**** Record set

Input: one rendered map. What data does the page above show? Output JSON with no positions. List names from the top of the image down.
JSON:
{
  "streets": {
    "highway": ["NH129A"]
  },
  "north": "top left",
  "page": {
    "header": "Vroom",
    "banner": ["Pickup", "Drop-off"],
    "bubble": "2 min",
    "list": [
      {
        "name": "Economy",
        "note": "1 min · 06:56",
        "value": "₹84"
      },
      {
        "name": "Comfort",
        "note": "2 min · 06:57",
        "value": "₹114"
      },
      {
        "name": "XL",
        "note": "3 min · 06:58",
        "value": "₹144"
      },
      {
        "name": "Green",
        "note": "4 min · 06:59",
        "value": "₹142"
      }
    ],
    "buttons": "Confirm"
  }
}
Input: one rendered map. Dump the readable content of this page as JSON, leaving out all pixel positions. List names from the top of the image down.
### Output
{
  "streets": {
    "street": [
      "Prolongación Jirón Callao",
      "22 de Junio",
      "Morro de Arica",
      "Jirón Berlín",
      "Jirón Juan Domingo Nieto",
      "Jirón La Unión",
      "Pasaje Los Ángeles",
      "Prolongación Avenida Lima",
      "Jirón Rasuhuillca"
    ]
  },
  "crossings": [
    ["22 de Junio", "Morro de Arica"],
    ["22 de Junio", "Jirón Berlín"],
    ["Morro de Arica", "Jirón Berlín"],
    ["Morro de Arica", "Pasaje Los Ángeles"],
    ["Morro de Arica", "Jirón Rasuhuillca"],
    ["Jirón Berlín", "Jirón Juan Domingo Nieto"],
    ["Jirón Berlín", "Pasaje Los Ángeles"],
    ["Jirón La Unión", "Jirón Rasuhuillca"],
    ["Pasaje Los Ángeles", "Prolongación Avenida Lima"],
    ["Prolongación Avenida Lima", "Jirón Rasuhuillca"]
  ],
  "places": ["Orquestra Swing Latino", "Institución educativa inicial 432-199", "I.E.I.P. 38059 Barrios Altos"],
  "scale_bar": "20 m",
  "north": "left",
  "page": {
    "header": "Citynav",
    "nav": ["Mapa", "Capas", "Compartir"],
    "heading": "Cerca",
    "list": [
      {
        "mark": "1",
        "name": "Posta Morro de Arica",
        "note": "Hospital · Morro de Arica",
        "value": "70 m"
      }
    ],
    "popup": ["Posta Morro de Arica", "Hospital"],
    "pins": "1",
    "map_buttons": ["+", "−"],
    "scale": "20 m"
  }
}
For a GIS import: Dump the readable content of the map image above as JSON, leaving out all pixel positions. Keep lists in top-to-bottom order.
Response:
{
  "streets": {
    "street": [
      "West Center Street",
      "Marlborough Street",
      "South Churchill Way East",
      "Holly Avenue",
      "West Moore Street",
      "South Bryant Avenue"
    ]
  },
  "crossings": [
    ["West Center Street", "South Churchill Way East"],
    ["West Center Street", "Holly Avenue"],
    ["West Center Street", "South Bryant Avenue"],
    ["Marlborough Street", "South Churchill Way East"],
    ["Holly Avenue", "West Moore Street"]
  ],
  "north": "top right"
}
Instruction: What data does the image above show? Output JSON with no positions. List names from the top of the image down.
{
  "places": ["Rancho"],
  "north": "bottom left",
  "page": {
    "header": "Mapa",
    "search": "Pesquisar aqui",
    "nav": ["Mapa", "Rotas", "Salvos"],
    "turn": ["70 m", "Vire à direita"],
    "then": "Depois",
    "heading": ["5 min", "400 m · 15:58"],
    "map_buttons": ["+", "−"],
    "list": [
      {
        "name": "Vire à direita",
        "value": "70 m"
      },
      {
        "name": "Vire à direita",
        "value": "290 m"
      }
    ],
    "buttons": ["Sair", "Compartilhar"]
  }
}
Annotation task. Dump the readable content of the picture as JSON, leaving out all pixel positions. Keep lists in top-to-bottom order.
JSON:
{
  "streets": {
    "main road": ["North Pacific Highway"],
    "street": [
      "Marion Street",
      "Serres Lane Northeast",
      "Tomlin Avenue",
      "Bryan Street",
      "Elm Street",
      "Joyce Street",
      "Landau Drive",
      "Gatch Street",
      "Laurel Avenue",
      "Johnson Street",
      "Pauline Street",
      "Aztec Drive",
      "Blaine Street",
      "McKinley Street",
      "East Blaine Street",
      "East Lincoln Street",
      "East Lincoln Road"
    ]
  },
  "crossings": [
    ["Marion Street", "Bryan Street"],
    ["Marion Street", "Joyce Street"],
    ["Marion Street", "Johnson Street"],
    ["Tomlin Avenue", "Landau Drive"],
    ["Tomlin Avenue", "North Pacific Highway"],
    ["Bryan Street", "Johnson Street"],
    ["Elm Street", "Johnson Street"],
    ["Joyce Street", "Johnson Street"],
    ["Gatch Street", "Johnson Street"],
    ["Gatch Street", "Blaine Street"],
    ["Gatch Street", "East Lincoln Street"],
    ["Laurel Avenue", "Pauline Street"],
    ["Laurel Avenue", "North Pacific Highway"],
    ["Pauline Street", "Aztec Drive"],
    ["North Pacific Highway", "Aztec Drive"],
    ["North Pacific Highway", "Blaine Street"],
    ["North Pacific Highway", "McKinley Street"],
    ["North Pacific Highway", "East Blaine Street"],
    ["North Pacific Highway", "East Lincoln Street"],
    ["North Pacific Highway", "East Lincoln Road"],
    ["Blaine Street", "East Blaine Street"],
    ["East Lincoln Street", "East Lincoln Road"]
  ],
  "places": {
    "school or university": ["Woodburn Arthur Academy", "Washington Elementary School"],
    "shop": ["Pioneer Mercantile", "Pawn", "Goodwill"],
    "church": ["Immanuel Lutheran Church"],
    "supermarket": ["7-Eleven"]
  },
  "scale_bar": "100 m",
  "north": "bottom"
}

********

**What this task involves:**
Across the entries above, find the lines with the string "Rasuhuillca" and copy them.

**Exercise answer:**
      "Jirón Rasuhuillca"
    ["Morro de Arica", "Jirón Rasuhuillca"],
    ["Jirón La Unión", "Jirón Rasuhuillca"],
    ["Prolongación Avenida Lima", "Jirón Rasuhuillca"]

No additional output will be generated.